30 March 2026, 08:24

Ausgebüxtes Wallaby hält Berlin-Spandau in Atem – was tun bei Begegnung?

Kleiner wallaby mit braun-schwarzem Fell, das aufmerksam im Gras neben Pflanzen steht, Ohren gespitzt.

Ausgebüxtes Wallaby hält Berlin-Spandau in Atem – was tun bei Begegnung?

Ausgebüxtes Wallaby in Berlins Bezirk Spandau unterwegs

Ein Wallaby streift seit Sonntag frei im Berliner Bezirk Spandau umher, nachdem es von seinem Besitzer entkommen ist. Anwohner und die Polizei haben das Tier bereits gesichtet, doch seit dem 20. Mai gibt es keine offiziellen Bestätigungen mehr. Die Behörden haben Sicherheitshinweise für den Fall herausgegeben, dass jemand dem Tier begegnet.

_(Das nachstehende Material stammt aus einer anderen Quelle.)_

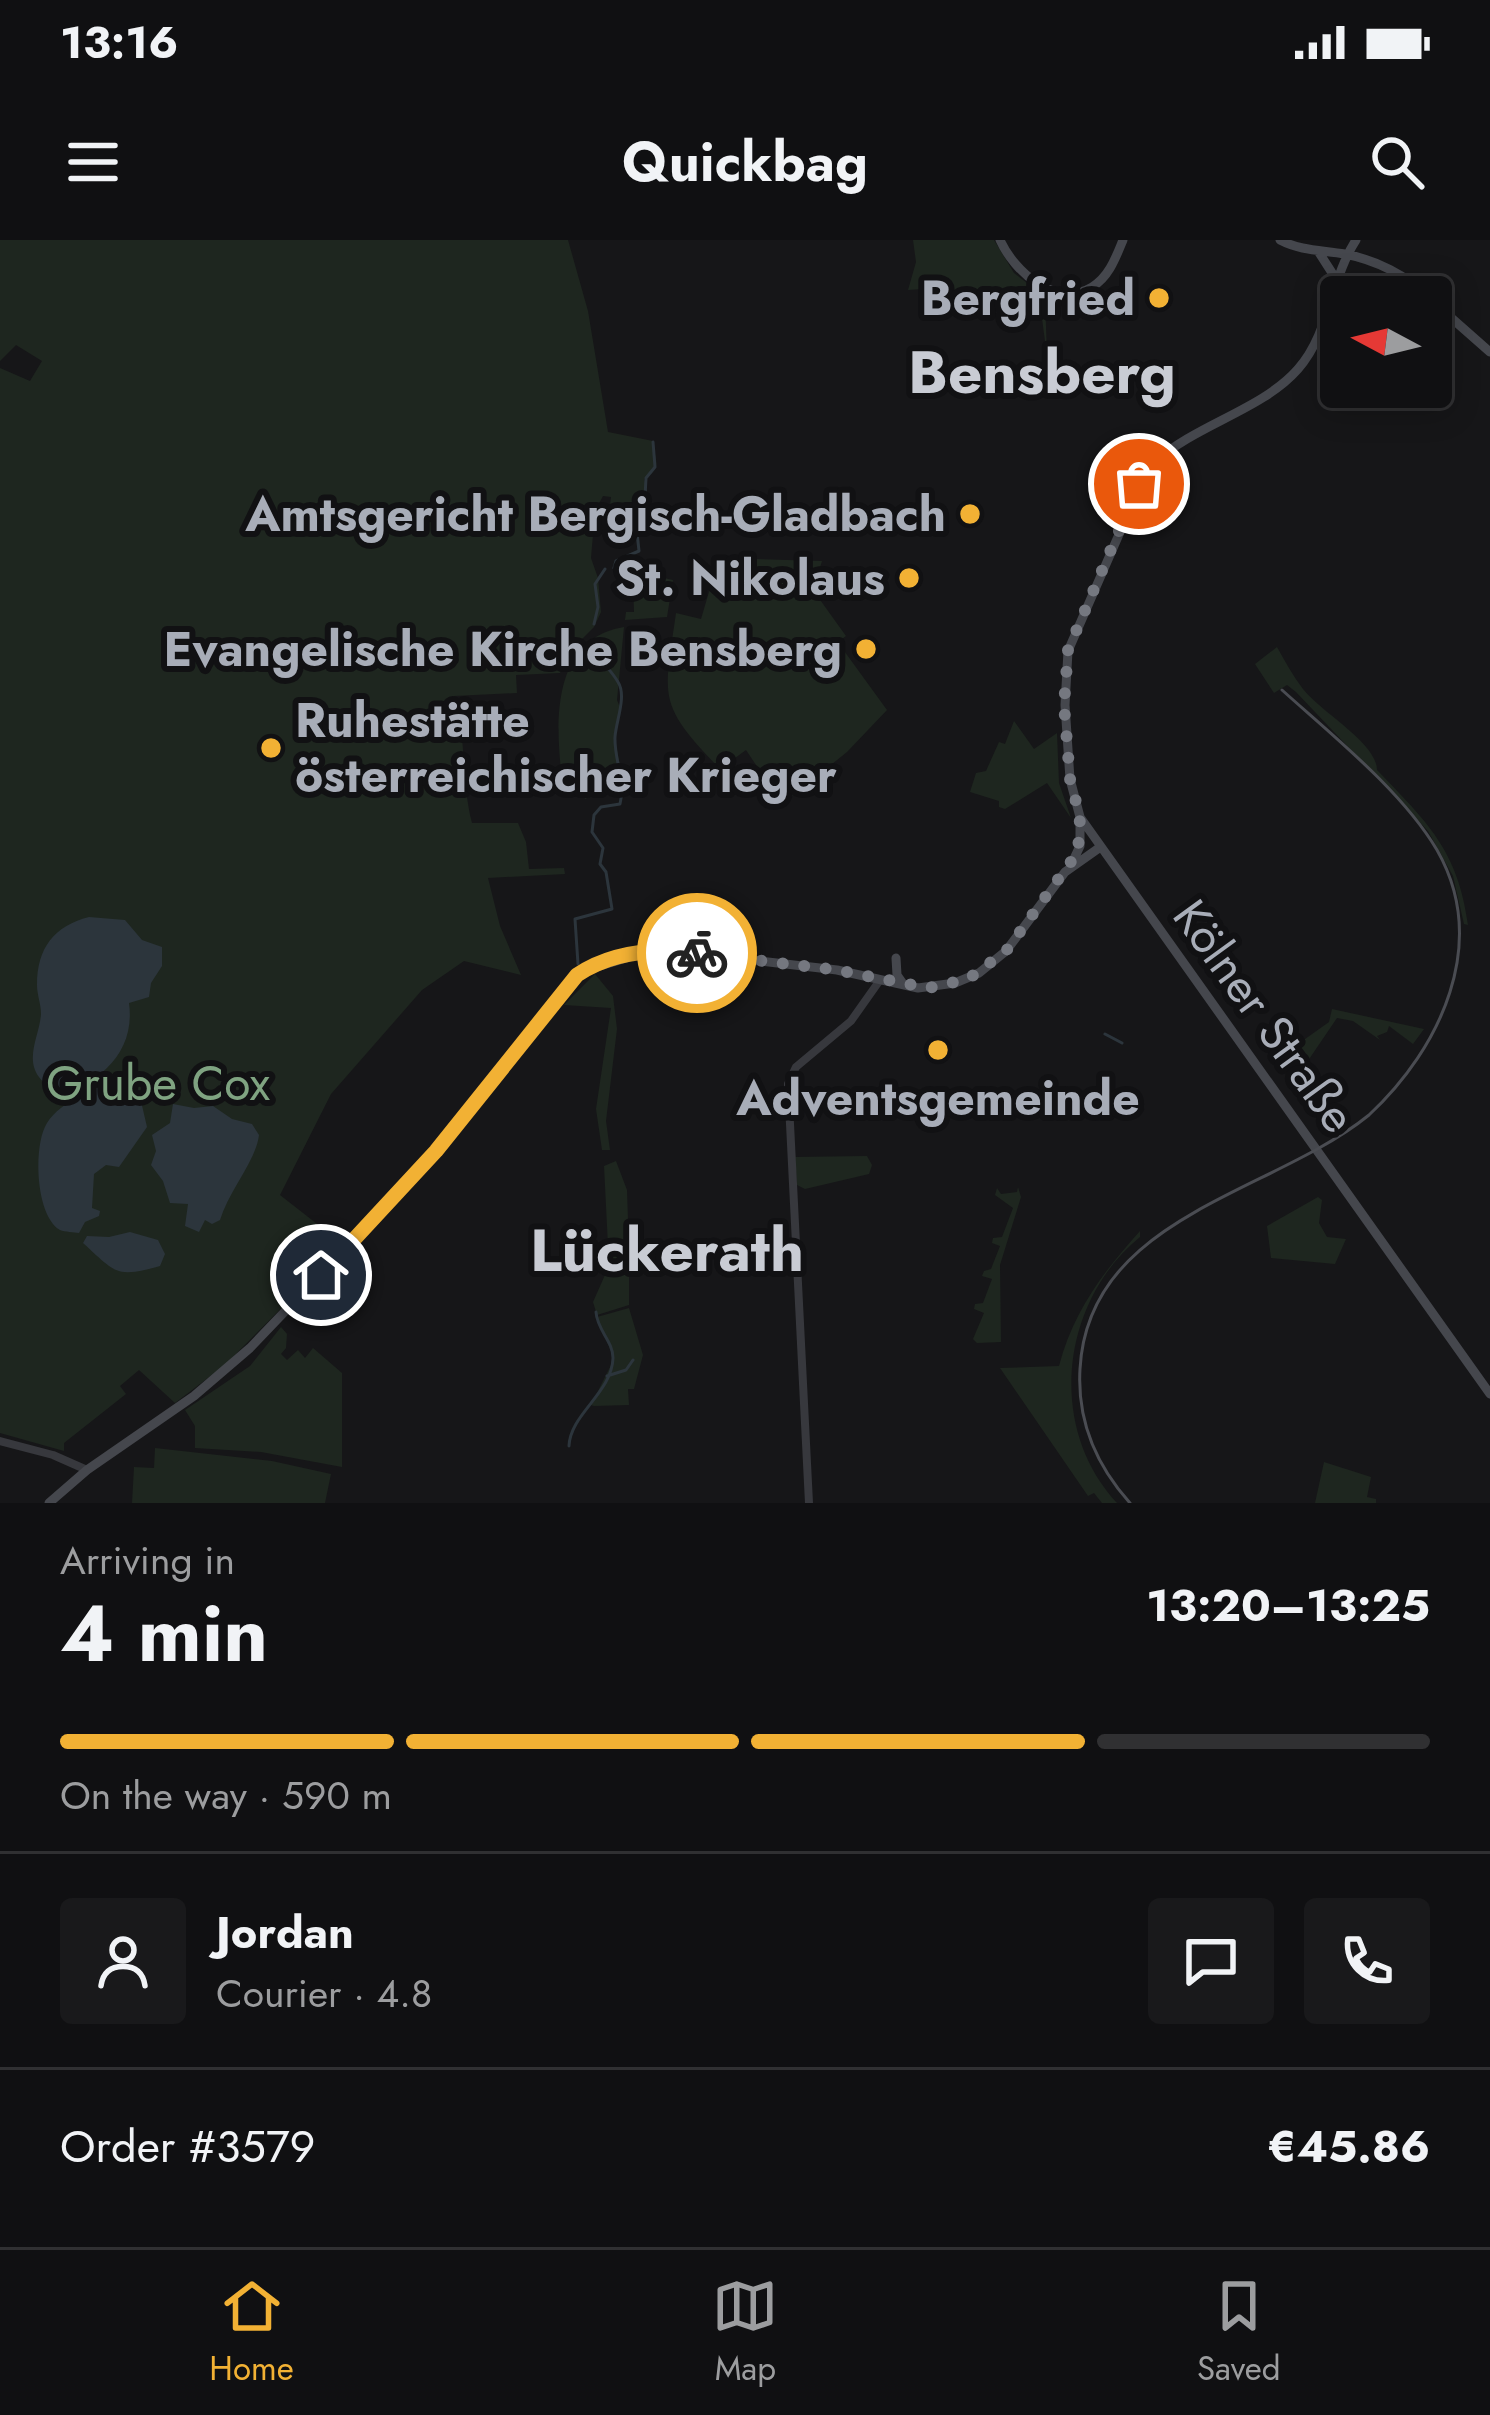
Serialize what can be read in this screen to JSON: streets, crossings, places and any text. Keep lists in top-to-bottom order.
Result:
{
  "streets": {
    "main road": ["Kölner Straße"]
  },
  "districts": ["Bensberg", "Lückerath"],
  "parks": ["Grube Cox"],
  "places": [
    "Bergfried",
    "Amtsgericht Bergisch-Gladbach",
    "St. Nikolaus",
    "Evangelische Kirche Bensberg",
    "Ruhestätte österreichischer Krieger",
    "Adventsgemeinde"
  ],
  "north": "left",
  "page": {
    "status": "13:16",
    "header": "Quickbag",
    "heading": ["4 min", "Arriving in", "13:20–13:25"],
    "panel": [
      "Jordan",
      "Courier · 4.8",
      "Order #3579",
      "€45.86"
    ],
    "bar": "On the way · 590 m",
    "tabs": ["Home", "Map", "Saved"]
  }
}
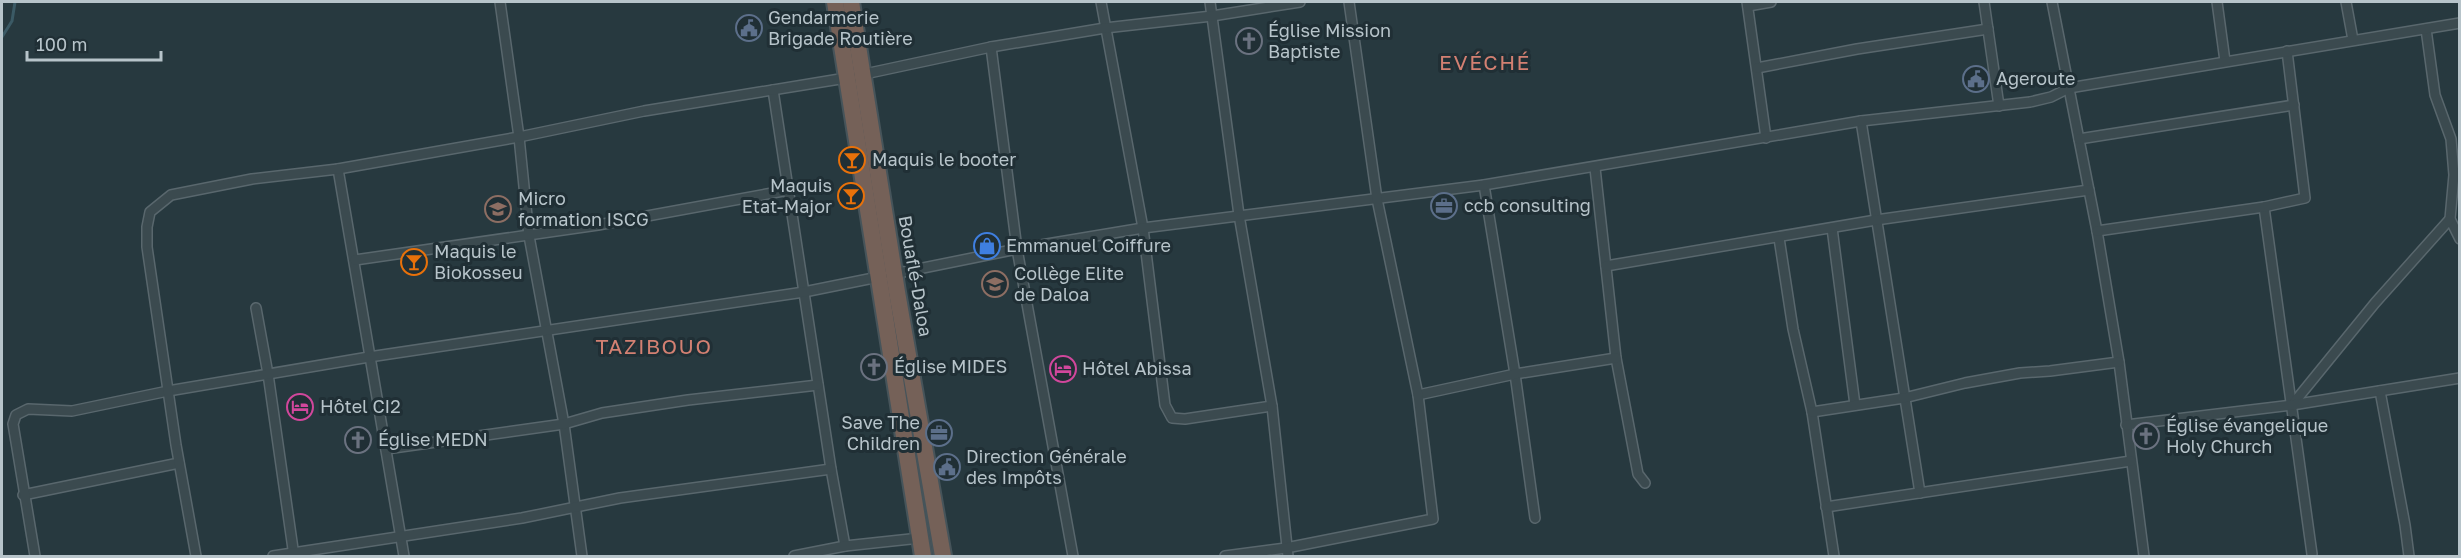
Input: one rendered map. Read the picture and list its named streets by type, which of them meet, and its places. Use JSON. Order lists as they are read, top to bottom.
{
  "streets": {
    "highway": ["Bouaflé-Daloa"]
  },
  "districts": ["EVÉCHÉ", "TAZIBOUO"],
  "places": {
    "public building": ["Gendarmerie Brigade Routière", "Ageroute", "Direction Générale des Impôts"],
    "church": [
      "Église Mission Baptiste",
      "Église MIDES",
      "Église évangelique Holy Church",
      "Église MEDN"
    ],
    "bar": ["Maquis le booter", "Maquis Etat-Major", "Maquis le Biokosseu"],
    "office": ["ccb consulting", "Save The Children"],
    "school or university": ["Micro formation ISCG", "Collège Elite de Daloa"],
    "shop": ["Emmanuel Coiffure"],
    "hotel": ["Hôtel Abissa", "Hôtel CI2"]
  },
  "scale_bar": "100 m"
}
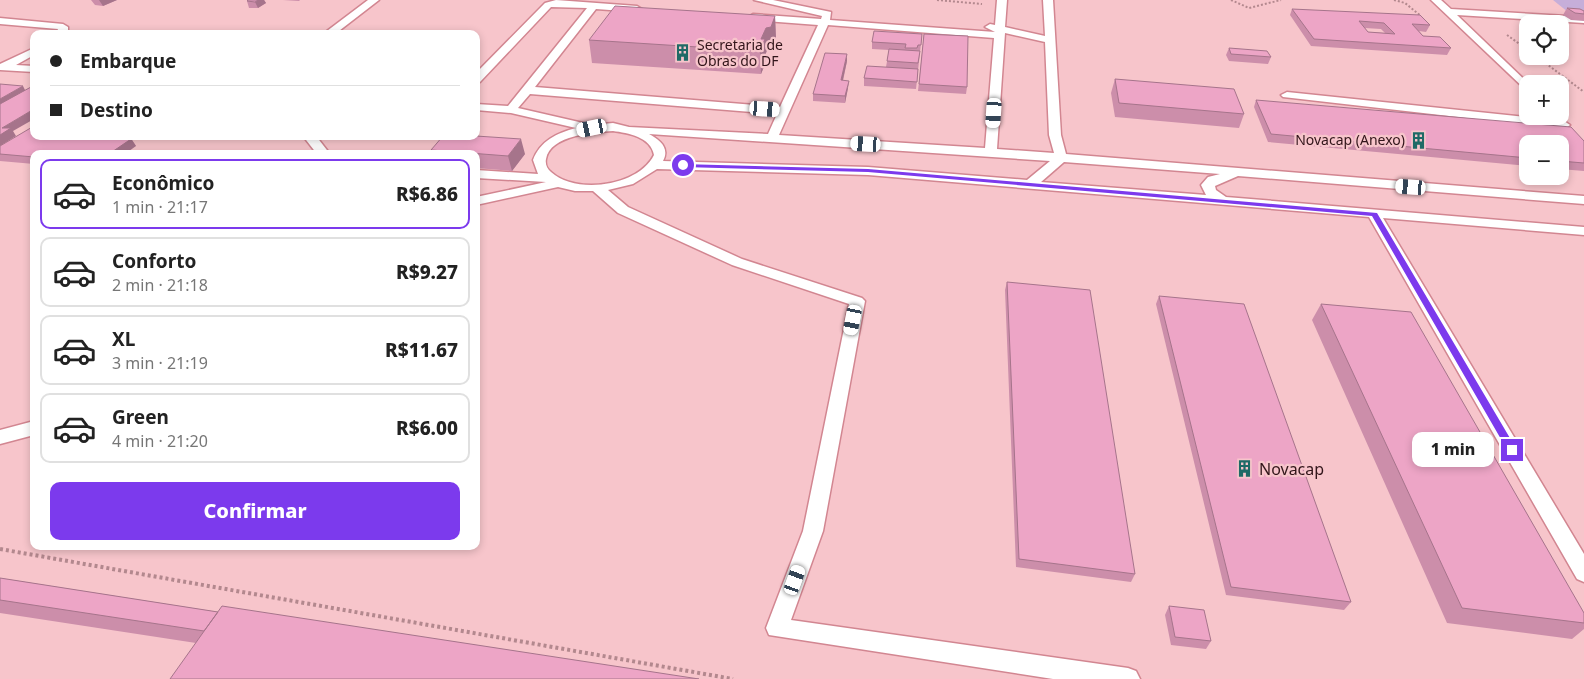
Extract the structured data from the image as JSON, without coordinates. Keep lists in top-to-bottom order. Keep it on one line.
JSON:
{"places":{"building":["Secretaria de Obras do DF","Novacap (Anexo)","Novacap"]},"page":{"map_buttons":["+","−"],"banner":["Embarque","Destino"],"list":[{"name":"Econômico","note":"1 min · 21:17","value":"R$6.86"},{"name":"Conforto","note":"2 min · 21:18","value":"R$9.27"},{"name":"XL","note":"3 min · 21:19","value":"R$11.67"},{"name":"Green","note":"4 min · 21:20","value":"R$6.00"}],"bubble":"1 min","buttons":"Confirmar"}}
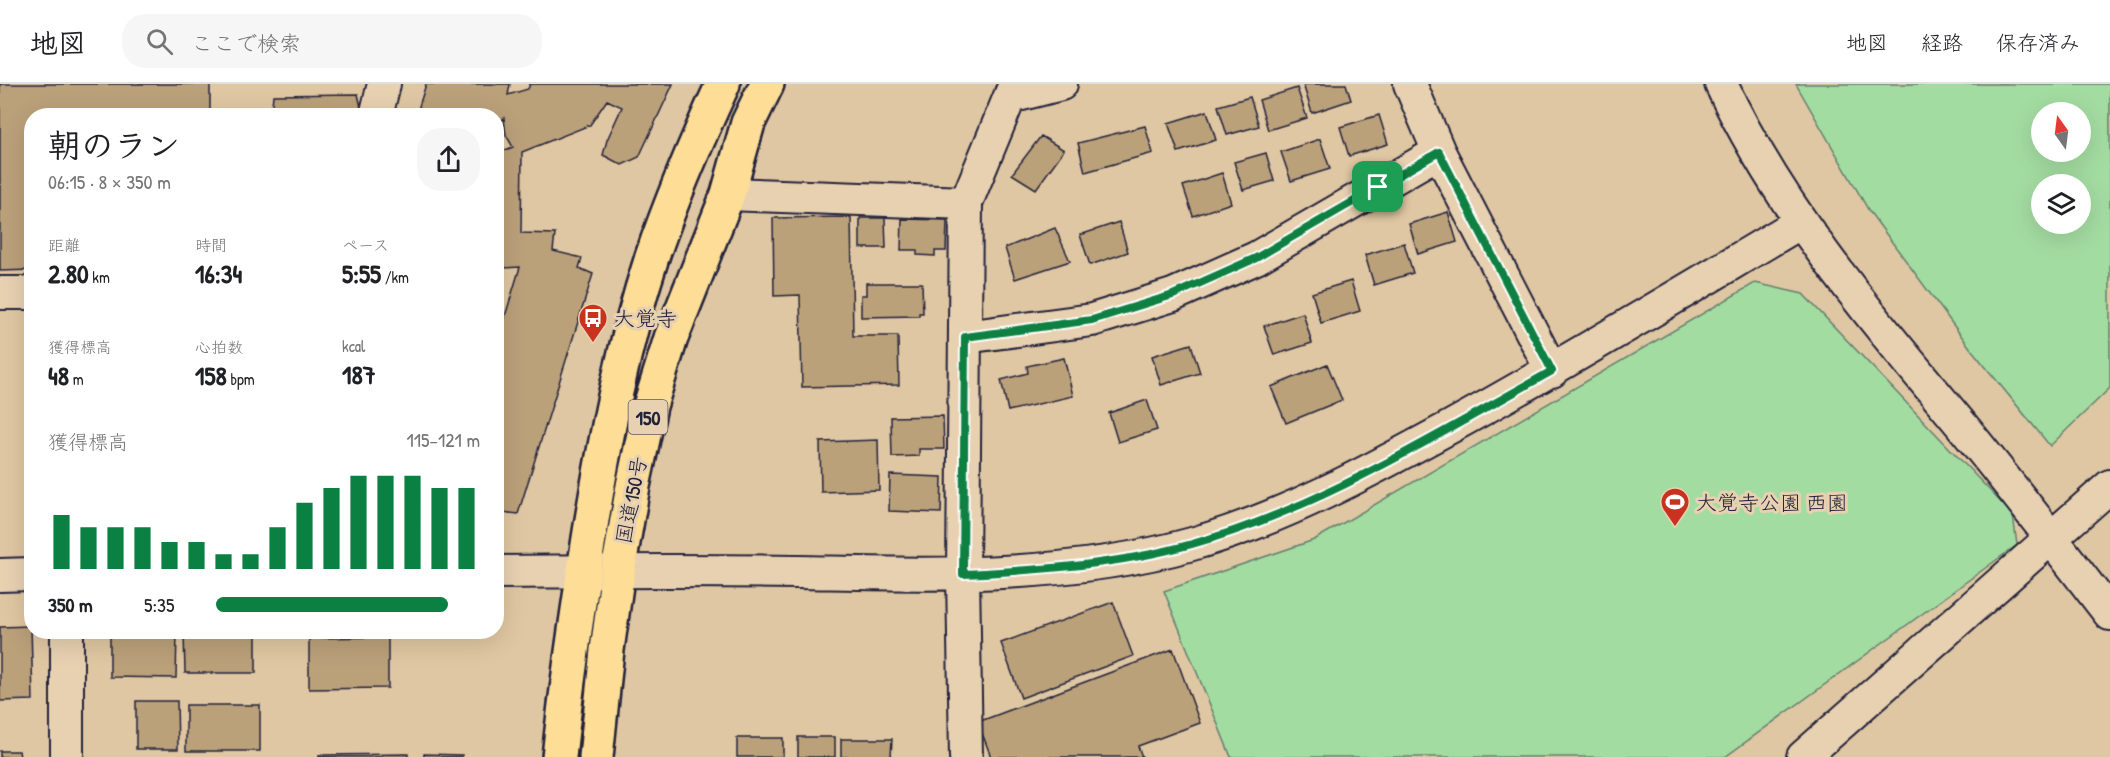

Das entlaufene Wallaby ist etwa 70 bis 80 Zentimeter lang (Kopf-Rumpf-Länge). Die Polizei bestätigte, dass es für Erwachsene keine ernste Gefahr darstellt, rät der Bevölkerung jedoch, Abstand zu halten. Laufen, Winken oder der Versuch, sich größer zu machen, könnten das Tier provozieren.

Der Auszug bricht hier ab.